One of the dissertation’s strongest arguments is its critique of societal norms. Western culture is built on cognitive and behavioral expectations that disproportionately burden neurodivergent individuals, often leading to anxiety, depression, and marginalization. Games, the dissertation posits, could challenge these norms — not by encouraging neurodivergent individuals to adapt, but by questioning why adaptation is demanded in the first place.

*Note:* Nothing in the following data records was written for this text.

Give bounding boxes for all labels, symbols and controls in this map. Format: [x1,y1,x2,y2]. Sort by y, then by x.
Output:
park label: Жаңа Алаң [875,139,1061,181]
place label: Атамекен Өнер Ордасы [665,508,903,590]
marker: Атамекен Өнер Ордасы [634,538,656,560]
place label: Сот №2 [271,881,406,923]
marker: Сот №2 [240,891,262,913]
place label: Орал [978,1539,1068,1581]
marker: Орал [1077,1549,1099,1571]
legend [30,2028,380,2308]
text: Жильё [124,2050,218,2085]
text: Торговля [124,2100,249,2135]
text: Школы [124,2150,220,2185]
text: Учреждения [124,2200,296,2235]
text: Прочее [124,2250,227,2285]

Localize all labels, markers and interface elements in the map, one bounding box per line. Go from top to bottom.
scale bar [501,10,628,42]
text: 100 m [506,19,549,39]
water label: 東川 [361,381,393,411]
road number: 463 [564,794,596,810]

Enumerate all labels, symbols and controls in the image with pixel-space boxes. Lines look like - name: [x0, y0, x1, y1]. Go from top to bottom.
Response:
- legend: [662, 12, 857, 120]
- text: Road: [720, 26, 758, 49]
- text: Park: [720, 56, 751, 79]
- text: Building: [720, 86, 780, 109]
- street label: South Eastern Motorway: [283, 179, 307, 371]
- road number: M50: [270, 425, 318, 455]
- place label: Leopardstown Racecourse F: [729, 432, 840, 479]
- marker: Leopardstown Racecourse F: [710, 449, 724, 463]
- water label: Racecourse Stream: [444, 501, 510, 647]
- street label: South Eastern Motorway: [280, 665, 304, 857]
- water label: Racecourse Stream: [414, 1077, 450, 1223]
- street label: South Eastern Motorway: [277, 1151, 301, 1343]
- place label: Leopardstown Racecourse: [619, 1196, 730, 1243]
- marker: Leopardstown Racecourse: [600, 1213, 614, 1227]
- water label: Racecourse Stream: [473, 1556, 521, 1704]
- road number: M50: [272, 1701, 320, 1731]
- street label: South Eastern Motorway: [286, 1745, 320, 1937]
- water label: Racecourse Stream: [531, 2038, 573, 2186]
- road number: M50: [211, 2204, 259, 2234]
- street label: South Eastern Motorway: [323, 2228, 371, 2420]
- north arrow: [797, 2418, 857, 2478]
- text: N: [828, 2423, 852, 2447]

Its call for inclusive game design is therefore vital. Yet inclusion cannot remain an abstract ideal; it requires participation. Neurodivergent creators, players, and thinkers must be central to the development and critique of games. Without their voices, inclusion risks becoming a token gesture.

The Role of Autonomy

A dimension that warrants greater emphasis is the role of autonomy. Games have the potential to offer neurodivergent players a liberating sense of control and exploration. Unlike real-world systems, games do not have to conform to neurotypical norms. Gameplay mechanics that embrace flexibility, repetition, or alternative forms of progression could create experiences that align more closely with neurodivergent ways of engaging with the world.

For example, instead of forcing players to adhere to linear narratives or multitasking challenges, games could allow for multiple pathways, reflective pauses, or nontraditional forms of achievement. This would not only enhance accessibility but also affirm the validity of diverse approaches to play.

Representation alone is insufficient; participation, autonomy, and diversity must underpin the design and study of games.

Conclusion: Toward a Layered Vision

This dissertation makes a valuable contribution by highlighting the potential of video games to engage with neurodiversity in meaningful ways. Its analysis of empathy, representation, and normative structures raises critical questions about the ethical and cultural dimensions of game design. Yet it also leaves important risks unexamined, such as the tendency to oversimplify neurodivergent experiences or define them from an external perspective.

From an autistic point of view, the centrality of neurodivergent voices is paramount. Representation alone is insufficient; participation, autonomy, and diversity must underpin the design and study of games. Only then can games truly become inclusive spaces that challenge societal norms rather than reproduce them.

Let games not merely reflect the neurotypical gaze but instead become windows into the full spectrum of human experience. By embracing complexity, rejecting stereotypes, and centering neurodivergent agency, games can transcend their traditional boundaries and offer profound insights into the myriad ways we inhabit the world.